/---
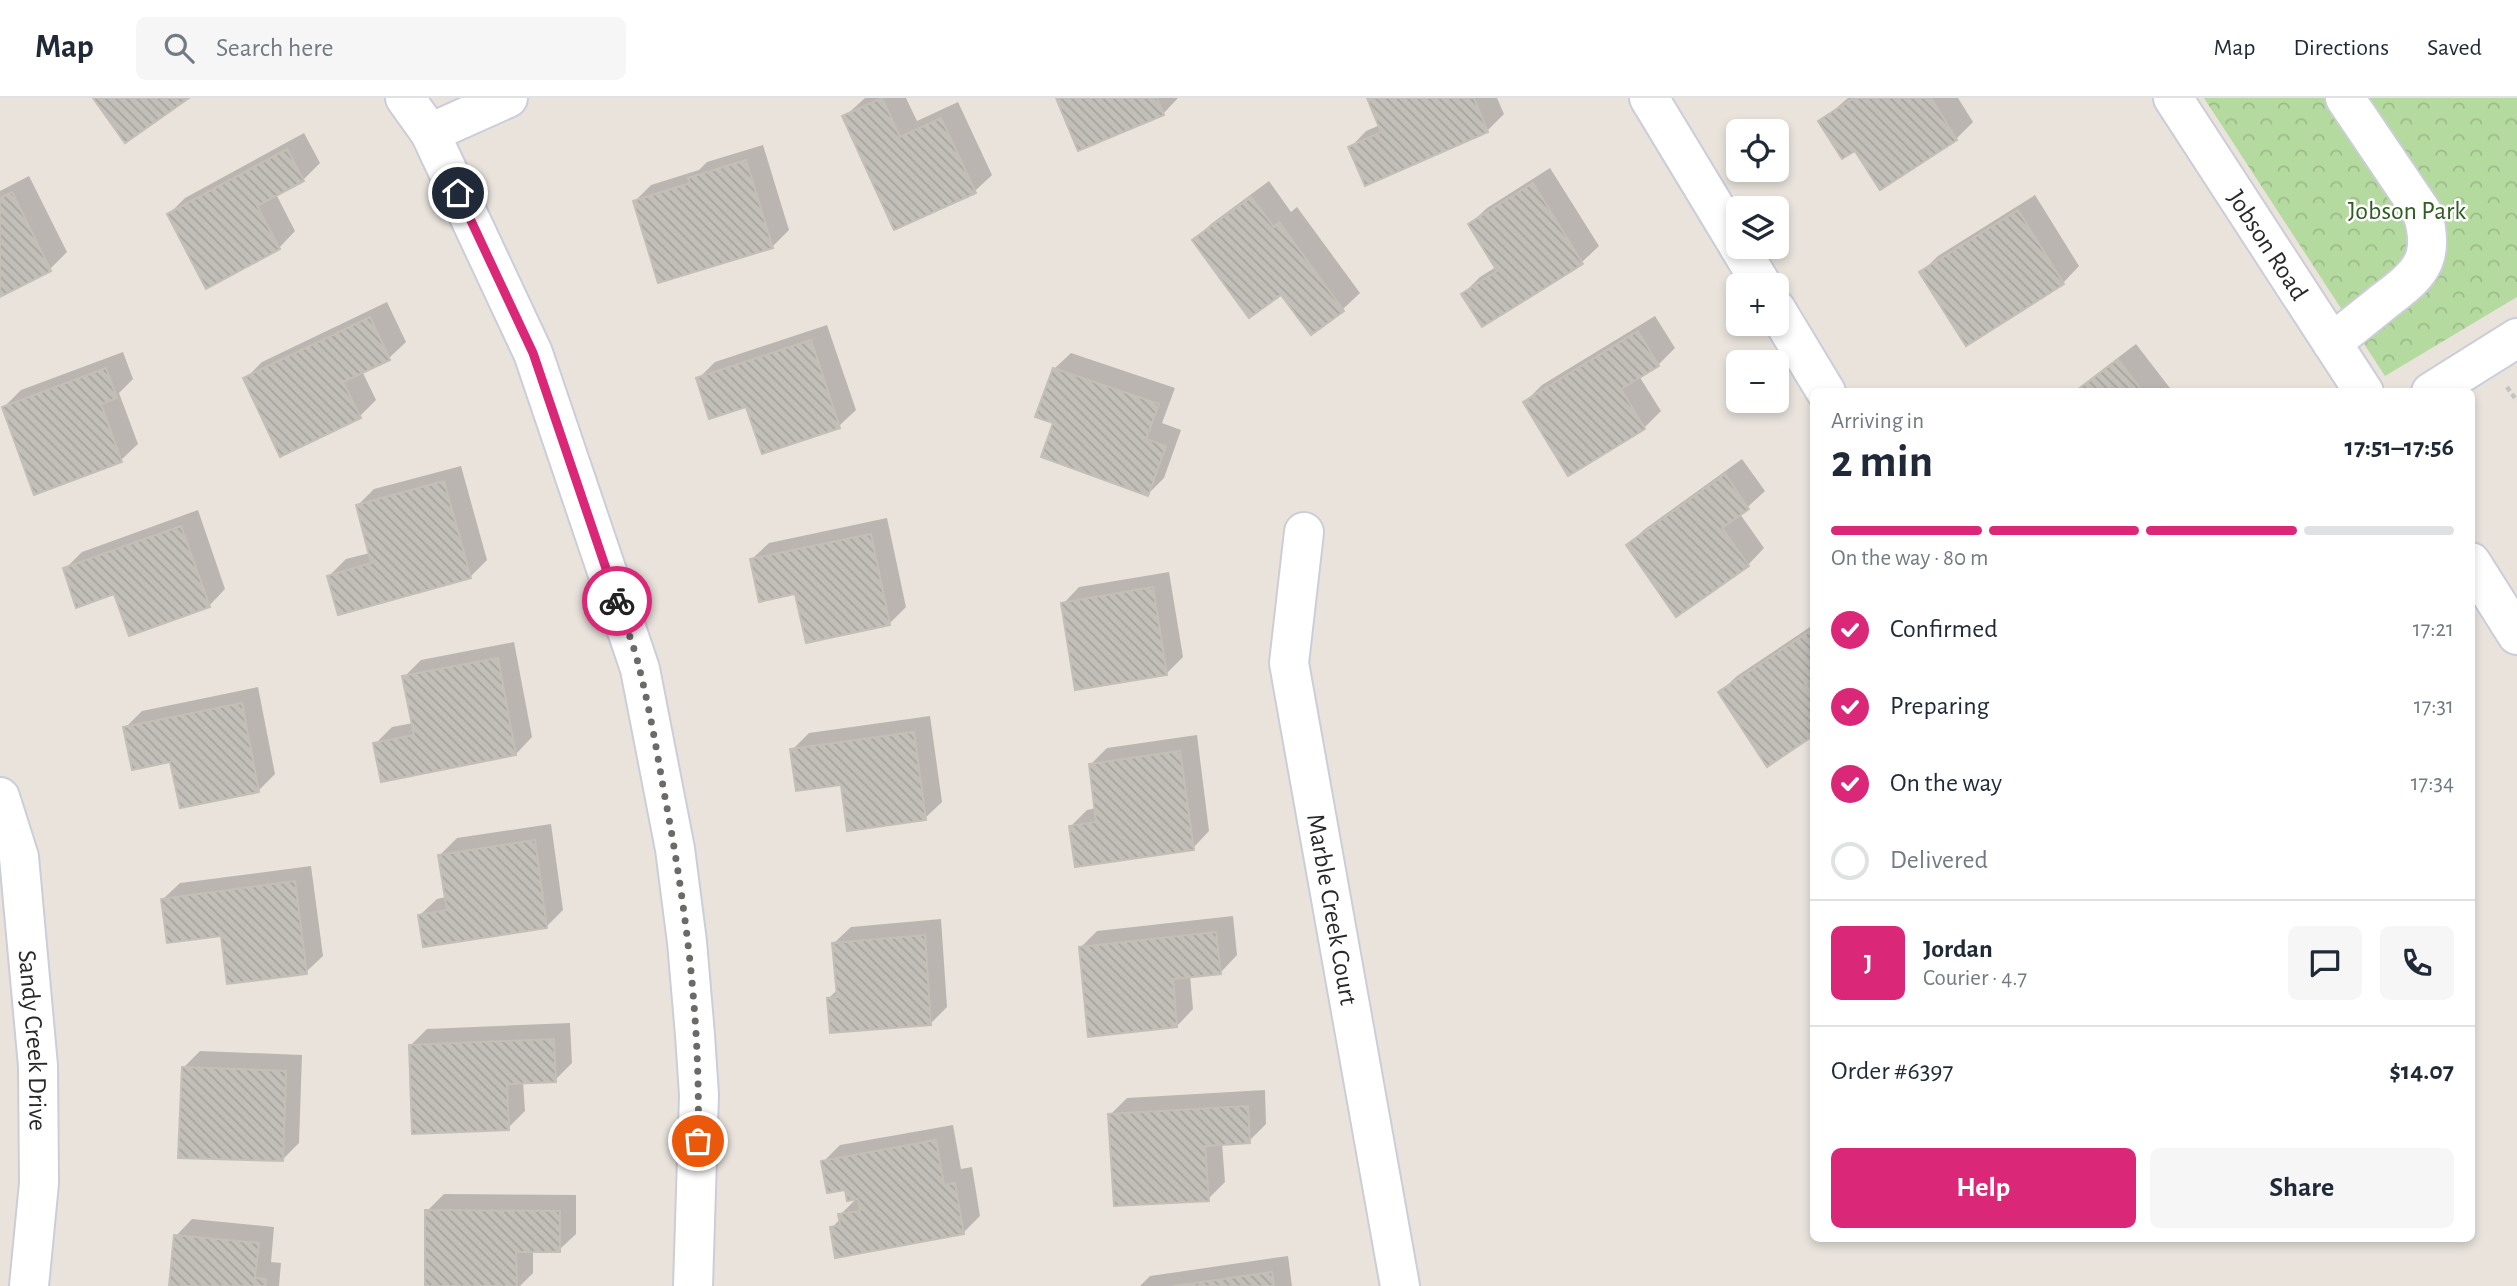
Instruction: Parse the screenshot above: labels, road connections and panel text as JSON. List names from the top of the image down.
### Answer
{
  "streets": {
    "street": ["Jobson Road", "Marble Creek Court", "Sandy Creek Drive"]
  },
  "parks": ["Jobson Park"],
  "page": {
    "header": "Map",
    "search": "Search here",
    "nav": ["Map", "Directions", "Saved"],
    "map_buttons": ["+", "−"],
    "heading": ["2 min", "Arriving in", "17:51–17:56"],
    "panel": [
      "Jordan",
      "Courier · 4.7",
      "Order #6397",
      "$14.07"
    ],
    "bar": "On the way · 80 m",
    "list": [
      ["Confirmed", "17:21"],
      ["Preparing", "17:31"],
      ["On the way", "17:34"],
      "Delivered"
    ],
    "round": "J",
    "buttons": ["Help", "Share"]
  }
}
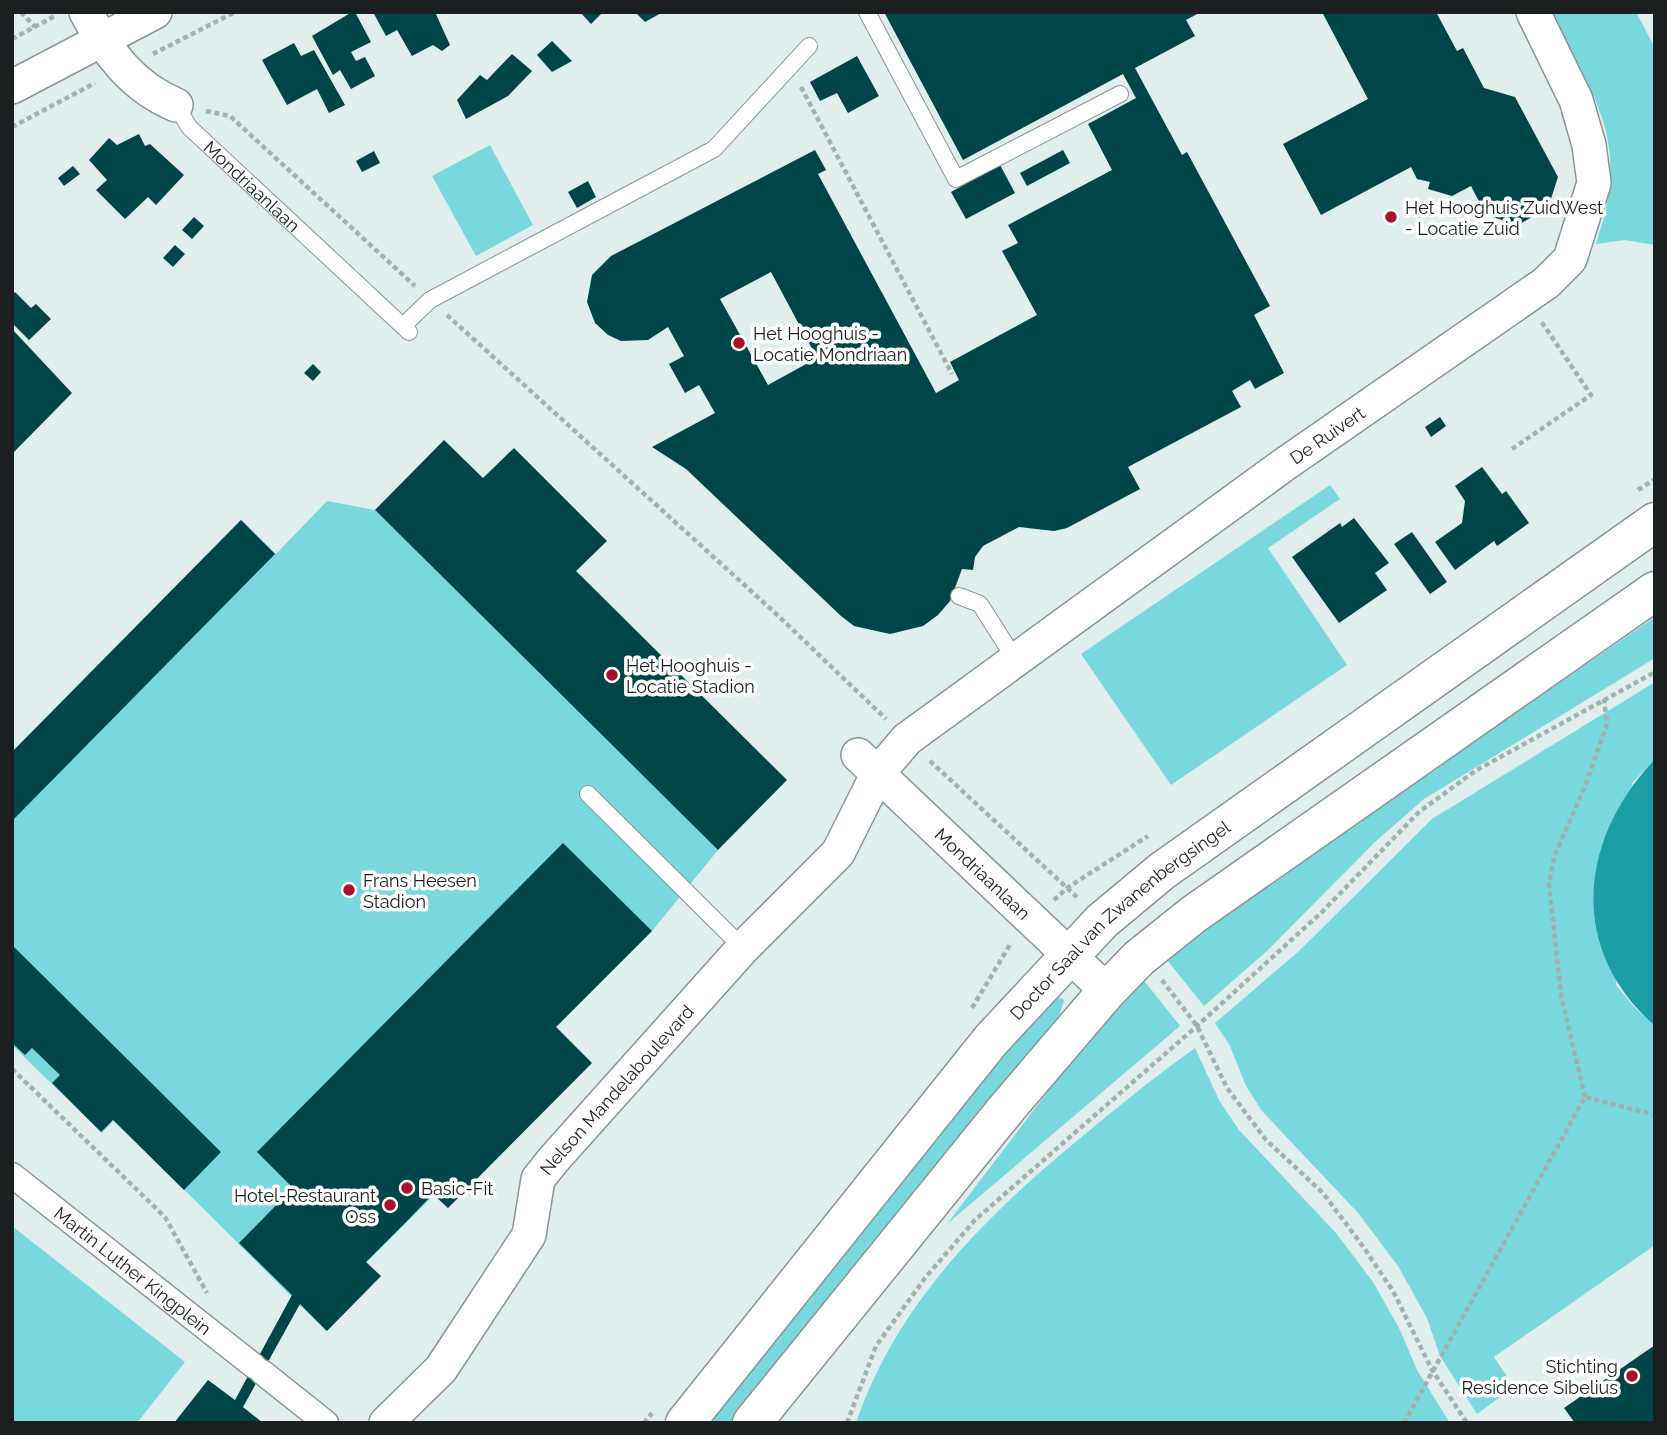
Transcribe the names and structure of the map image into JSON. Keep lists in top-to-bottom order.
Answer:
{
  "streets": {
    "main road": ["Doctor Saal van Zwanenbergsingel"],
    "street": [
      "Mondriaanlaan",
      "De Ruivert",
      "Nelson Mandelaboulevard",
      "Martin Luther Kingplein"
    ]
  },
  "crossings": [
    ["Mondriaanlaan", "De Ruivert"],
    ["Mondriaanlaan", "Doctor Saal van Zwanenbergsingel"],
    ["Mondriaanlaan", "Nelson Mandelaboulevard"],
    ["De Ruivert", "Nelson Mandelaboulevard"]
  ],
  "places": [
    "Het Hooghuis ZuidWest - Locatie Zuid",
    "Het Hooghuis - Locatie Mondriaan",
    "Het Hooghuis - Locatie Stadion",
    "Frans Heesen Stadion",
    "Basic-Fit",
    "Hotel-Restaurant Oss",
    "Stichting Residence Sibelius"
  ]
}
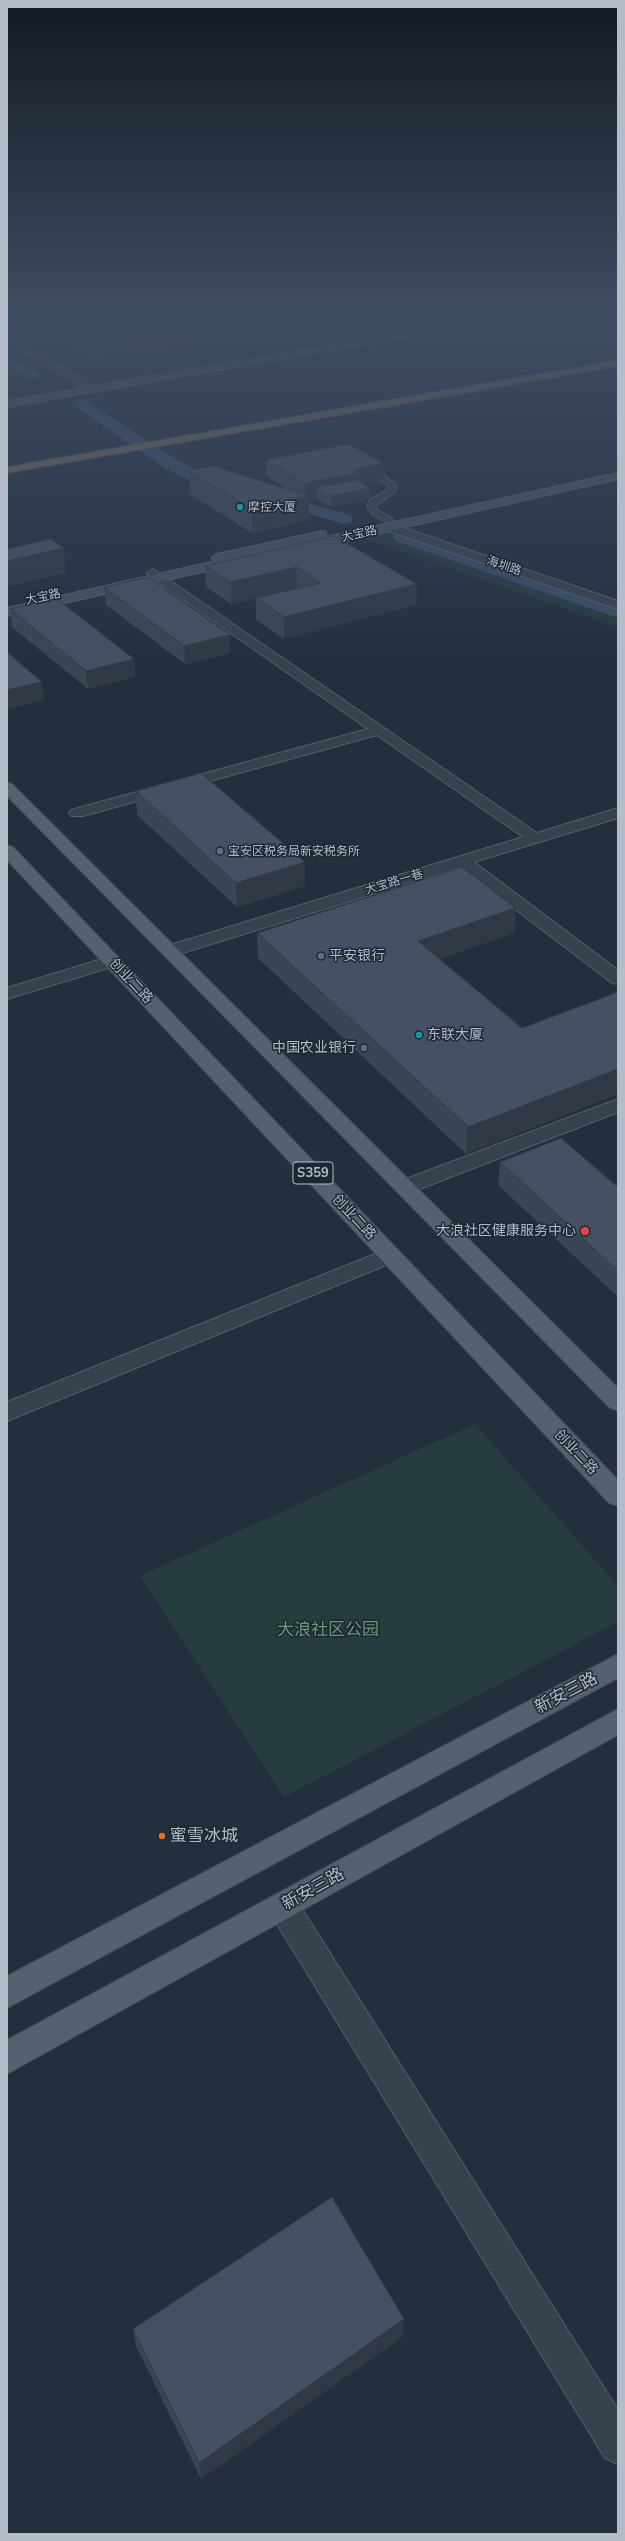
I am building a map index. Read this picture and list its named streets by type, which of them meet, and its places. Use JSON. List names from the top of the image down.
\---
Without the pictures, write out all of the material exactly.

◆ ANSWER TO THIS PROBLEM ◆
Instruction: Parse the screenshot above: labels, road connections and panel text as JSON. List names from the top of the image down.
### Answer
{
  "streets": {
    "street": ["Jobson Road", "Marble Creek Court", "Sandy Creek Drive"]
  },
  "parks": ["Jobson Park"],
  "page": {
    "header": "Map",
    "search": "Search here",
    "nav": ["Map", "Directions", "Saved"],
    "map_buttons": ["+", "−"],
    "heading": ["2 min", "Arriving in", "17:51–17:56"],
    "panel": [
      "Jordan",
      "Courier · 4.7",
      "Order #6397",
      "$14.07"
    ],
    "bar": "On the way · 80 m",
    "list": [
      ["Confirmed", "17:21"],
      ["Preparing", "17:31"],
      ["On the way", "17:34"],
      "Delivered"
    ],
    "round": "J",
    "buttons": ["Help", "Share"]
  }
}
Transcribe the names and structure of the map image into JSON. Keep lists in top-to-bottom order.
Answer:
{
  "streets": {
    "main road": ["Doctor Saal van Zwanenbergsingel"],
    "street": [
      "Mondriaanlaan",
      "De Ruivert",
      "Nelson Mandelaboulevard",
      "Martin Luther Kingplein"
    ]
  },
  "crossings": [
    ["Mondriaanlaan", "De Ruivert"],
    ["Mondriaanlaan", "Doctor Saal van Zwanenbergsingel"],
    ["Mondriaanlaan", "Nelson Mandelaboulevard"],
    ["De Ruivert", "Nelson Mandelaboulevard"]
  ],
  "places": [
    "Het Hooghuis ZuidWest - Locatie Zuid",
    "Het Hooghuis - Locatie Mondriaan",
    "Het Hooghuis - Locatie Stadion",
    "Frans Heesen Stadion",
    "Basic-Fit",
    "Hotel-Restaurant Oss",
    "Stichting Residence Sibelius"
  ]
}
I am building a map index. Read this picture and list its named streets by type, which of them meet, and its places. Use JSON. List names from the top of the image down.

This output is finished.